──────── Source records

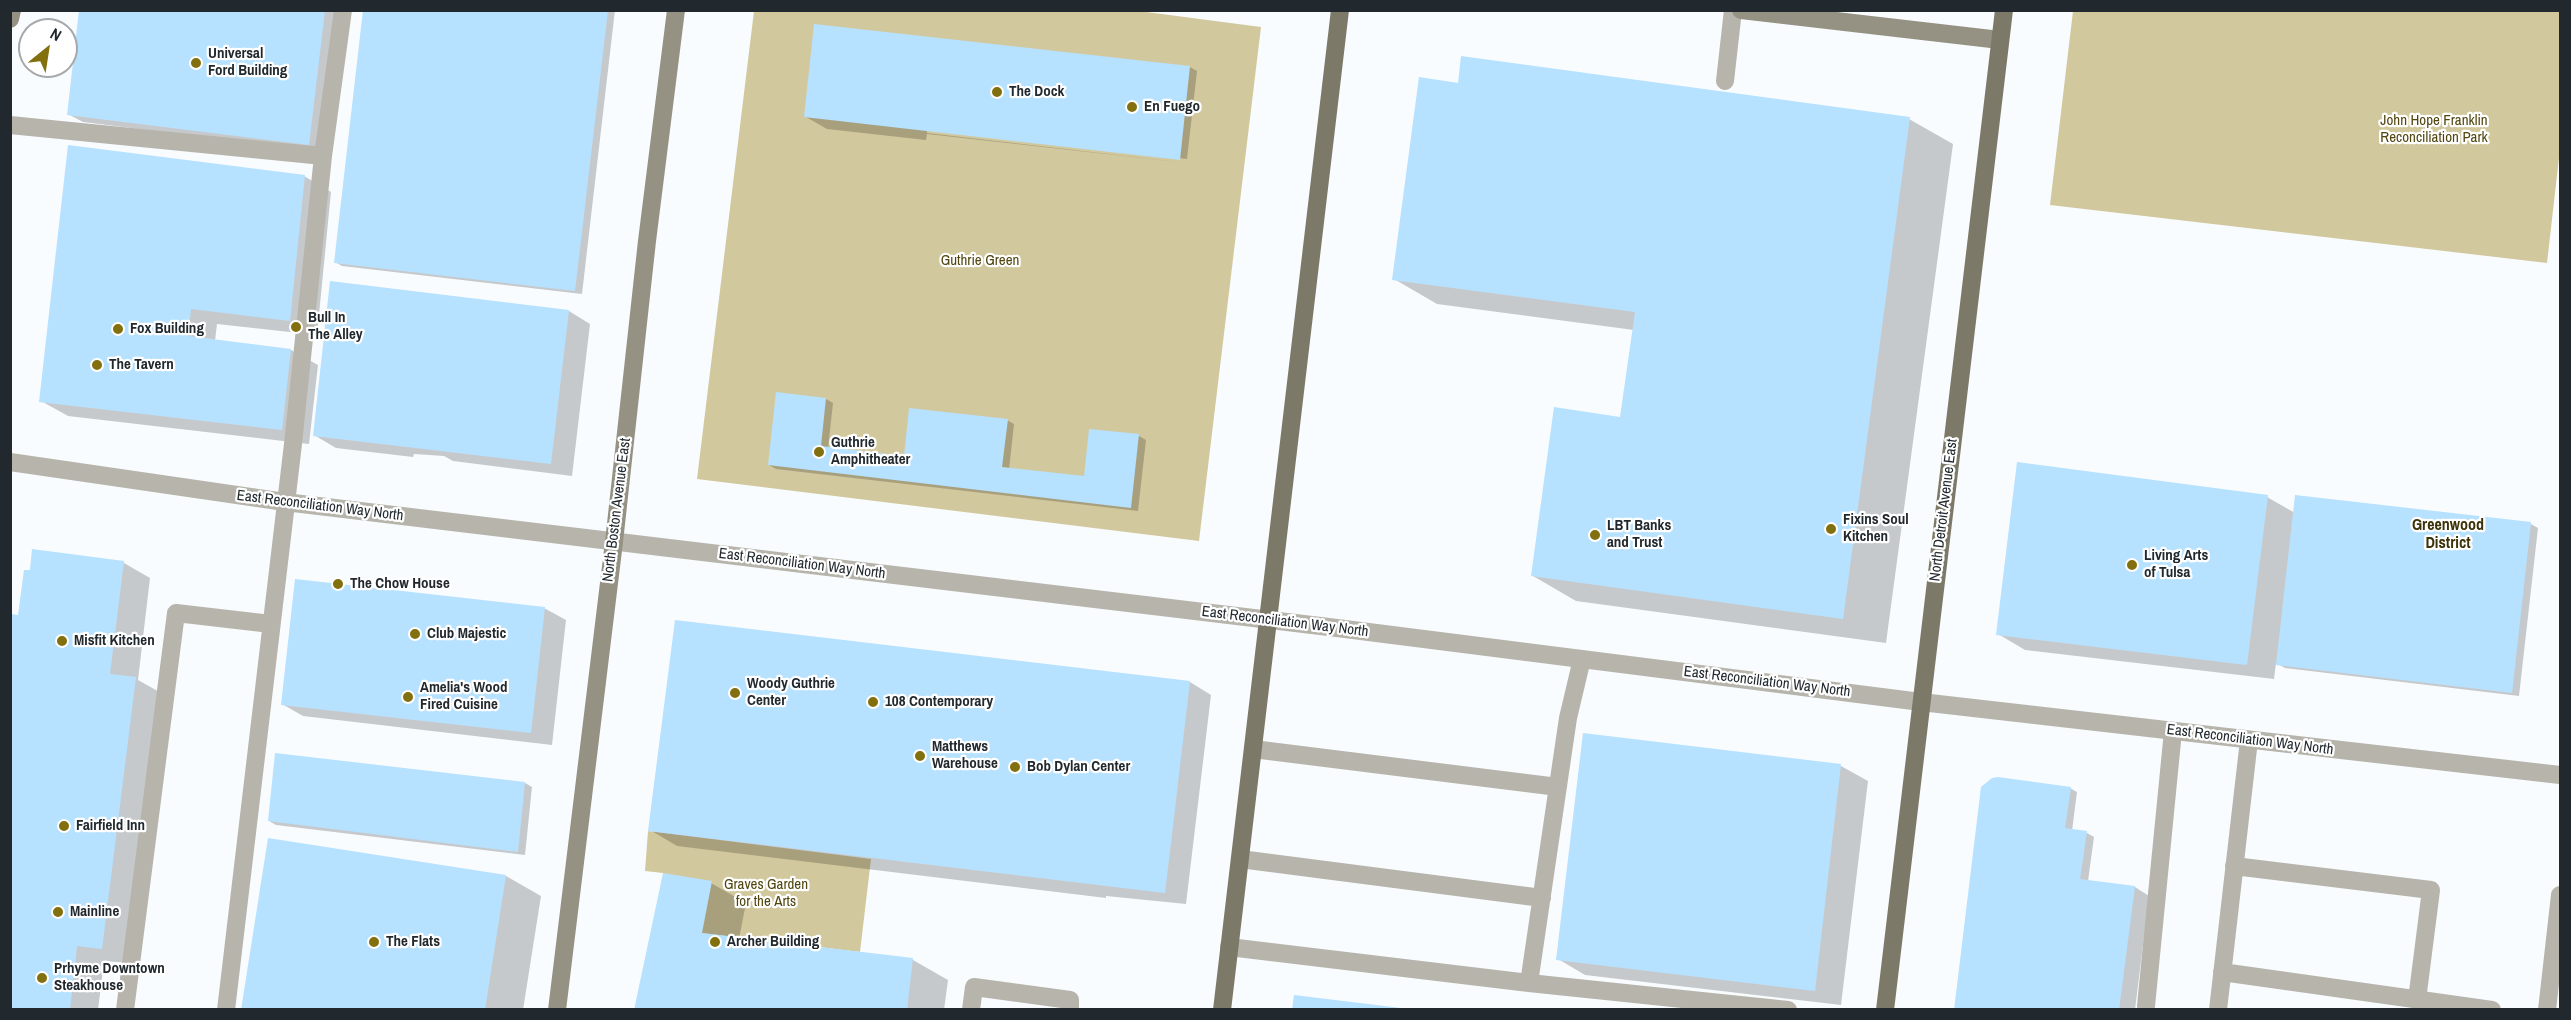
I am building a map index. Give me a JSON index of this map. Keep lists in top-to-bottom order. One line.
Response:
{"streets":{"main road":["North Detroit Avenue East"],"street":["East Reconciliation Way North","North Boston Avenue East"]},"crossings":[["East Reconciliation Way North","North Boston Avenue East"],["East Reconciliation Way North","North Detroit Avenue East"]],"districts":["Greenwood District"],"parks":["John Hope Franklin Reconciliation Park","Guthrie Green","Graves Garden for the Arts"],"places":["Universal Ford Building","The Dock","En Fuego","Bull In The Alley","Fox Building","The Tavern","Guthrie Amphitheater","Fixins Soul Kitchen","LBT Banks and Trust","Living Arts of Tulsa","The Chow House","Club Majestic","Misfit Kitchen","Woody Guthrie Center","Amelia's Wood Fired Cuisine","108 Contemporary","Matthews Warehouse","Bob Dylan Center","Fairfield Inn","Mainline","The Flats","Archer Building","Prhyme Downtown Steakhouse"],"north":"top right"}
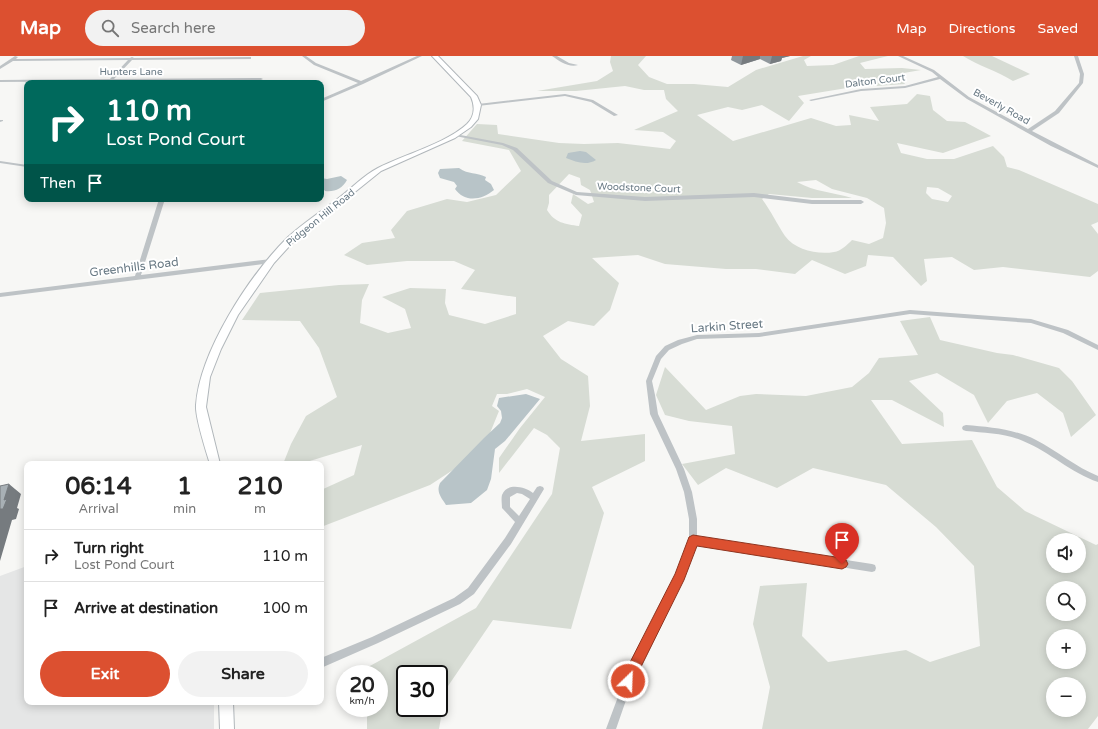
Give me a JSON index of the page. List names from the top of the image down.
{
  "streets": {
    "street": [
      "Hunters Lane",
      "Dalton Court",
      "Beverly Road",
      "Woodstone Court",
      "Pidgeon Hill Road",
      "Greenhills Road",
      "Larkin Street"
    ]
  },
  "crossings": [
    ["Dalton Court", "Beverly Road"],
    ["Woodstone Court", "Pidgeon Hill Road"],
    ["Pidgeon Hill Road", "Greenhills Road"]
  ],
  "page": {
    "header": "Map",
    "search": "Search here",
    "nav": ["Map", "Directions", "Saved"],
    "turn": ["110 m", "Lost Pond Court"],
    "then": "Then",
    "eta": [
      "06:14",
      "Arrival",
      "1",
      "min",
      "210",
      "m"
    ],
    "list": [
      {
        "name": "Turn right",
        "note": "Lost Pond Court",
        "value": "110 m"
      },
      {
        "name": "Arrive at destination",
        "value": "100 m"
      }
    ],
    "map_buttons": ["+", "−"],
    "buttons": ["Exit", "Share"],
    "speed": "20 km/h",
    "limit": "30"
  }
}
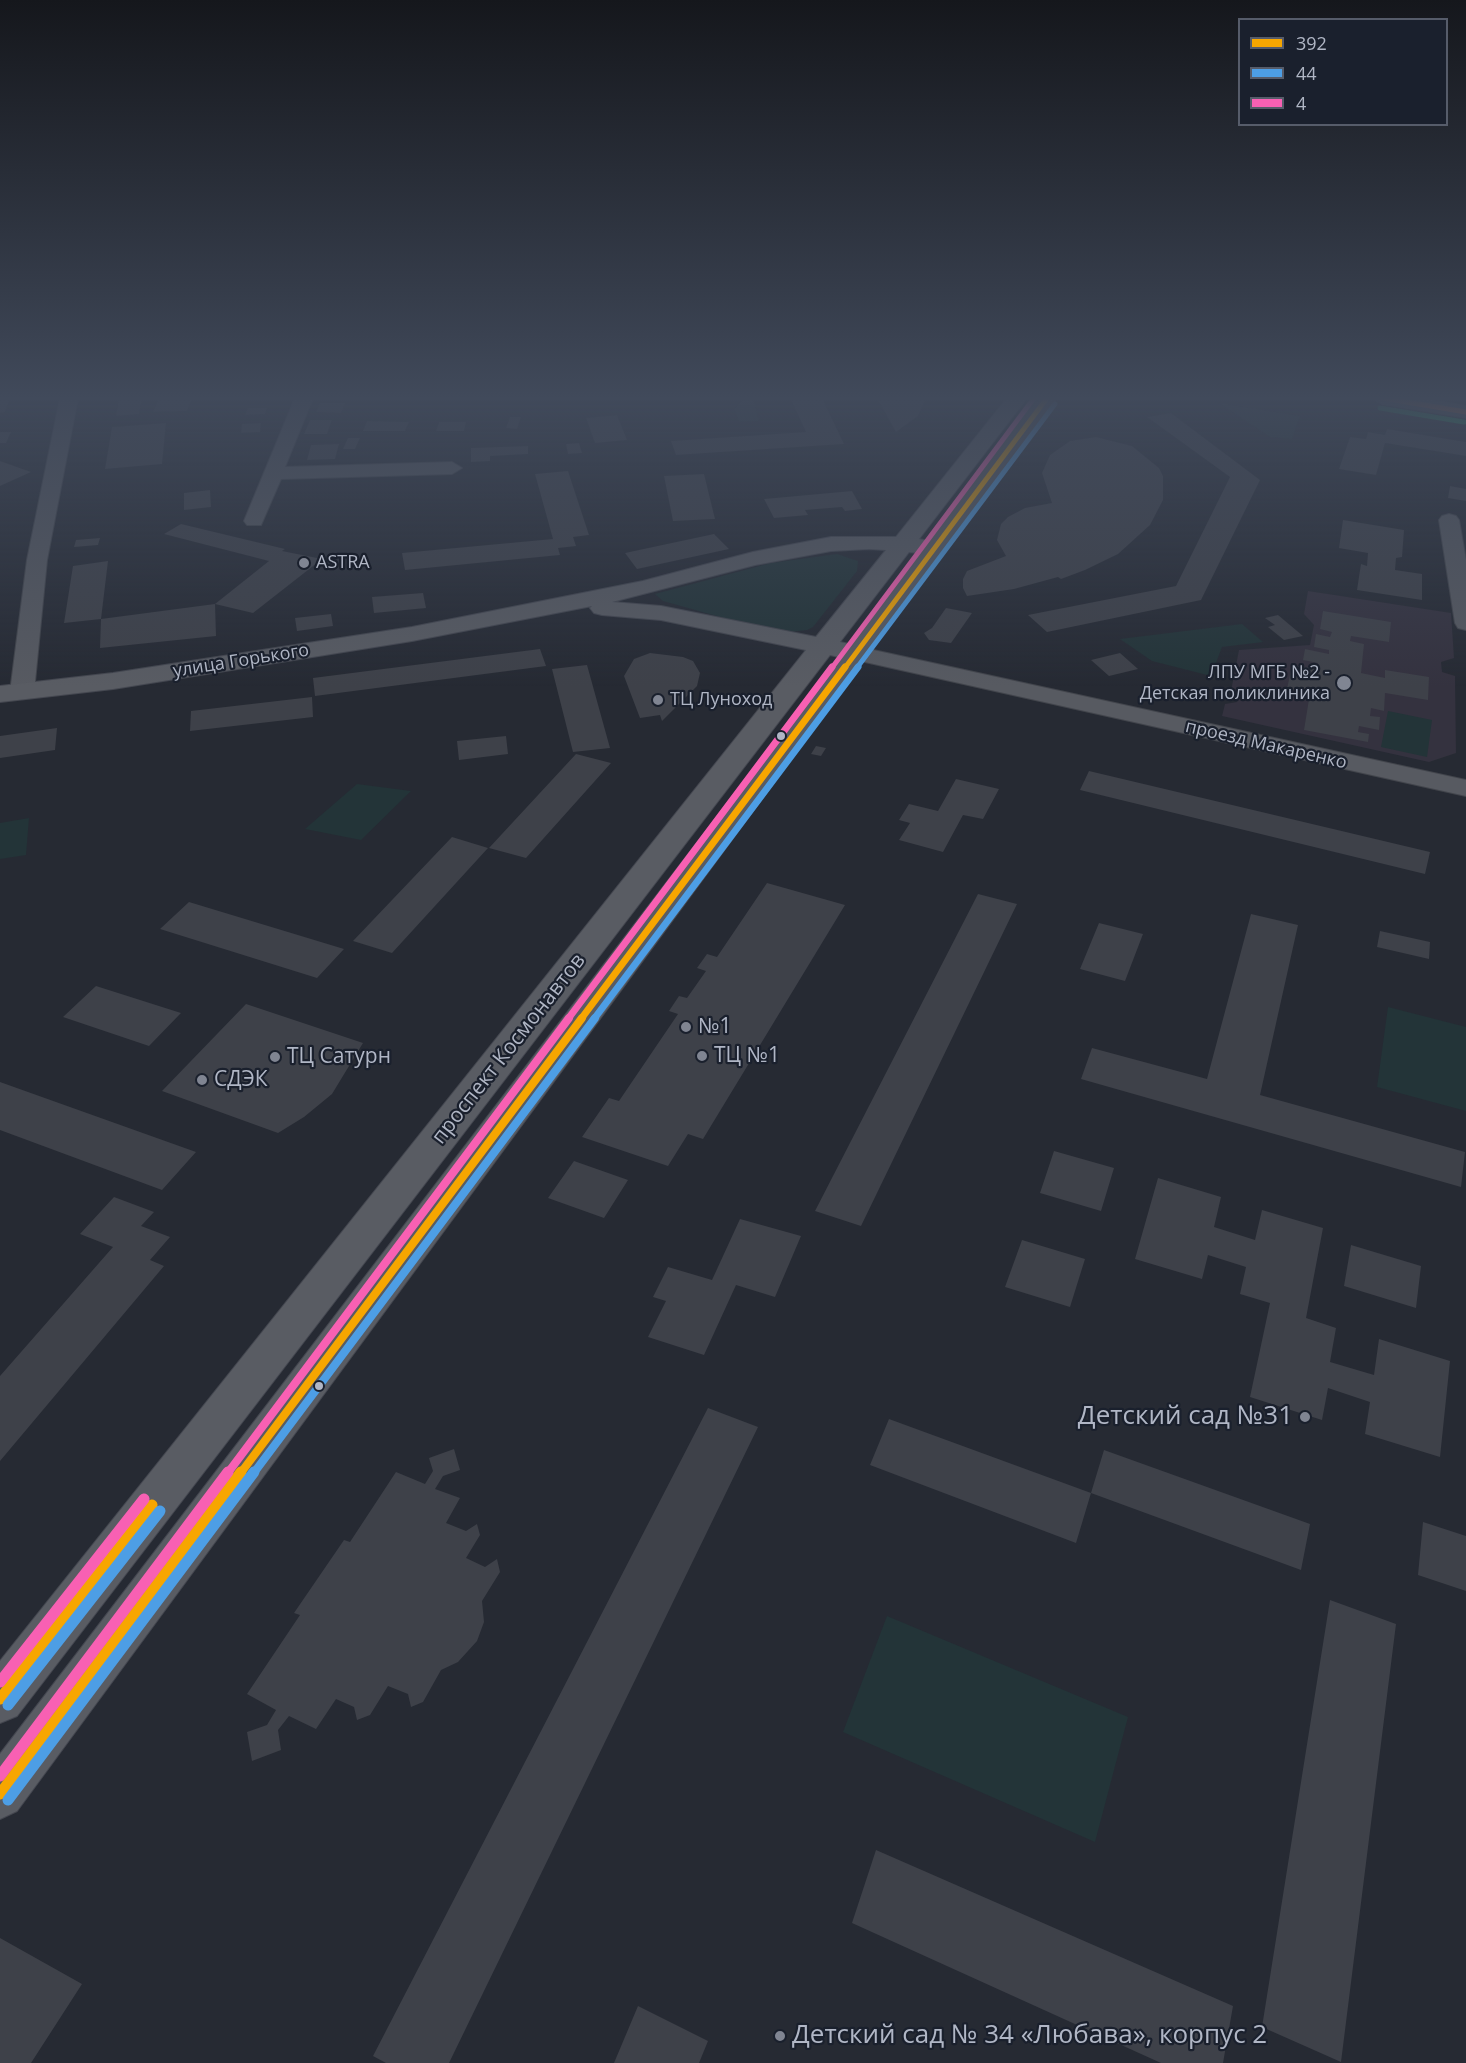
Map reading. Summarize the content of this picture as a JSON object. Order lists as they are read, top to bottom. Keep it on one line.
{"streets":{"main road":["улица Горького","проспект Космонавтов"],"street":["проезд Макаренко"]},"crossings":[["проезд Макаренко","проспект Космонавтов"]],"places":["ASTRA","ЛПУ МГБ №2 - Детская поликлиника","ТЦ Луноход","№1","ТЦ №1","ТЦ Сатурн","СДЭК","Детский сад №31","Детский сад № 34 «Любава», корпус 2"],"lines":["transit line 392","transit line 44","transit line 4"],"legend":["392","44","4"]}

────────────────

:: What to work on ::
Lines with "Keep": return each one from the data above.

:: Written answer ::
I am building a map index. Give me a JSON index of this map. Keep lists in top-to-bottom order. One line.
Map reading. Summarize the content of this picture as a JSON object. Order lists as they are read, top to bottom. Keep it on one line.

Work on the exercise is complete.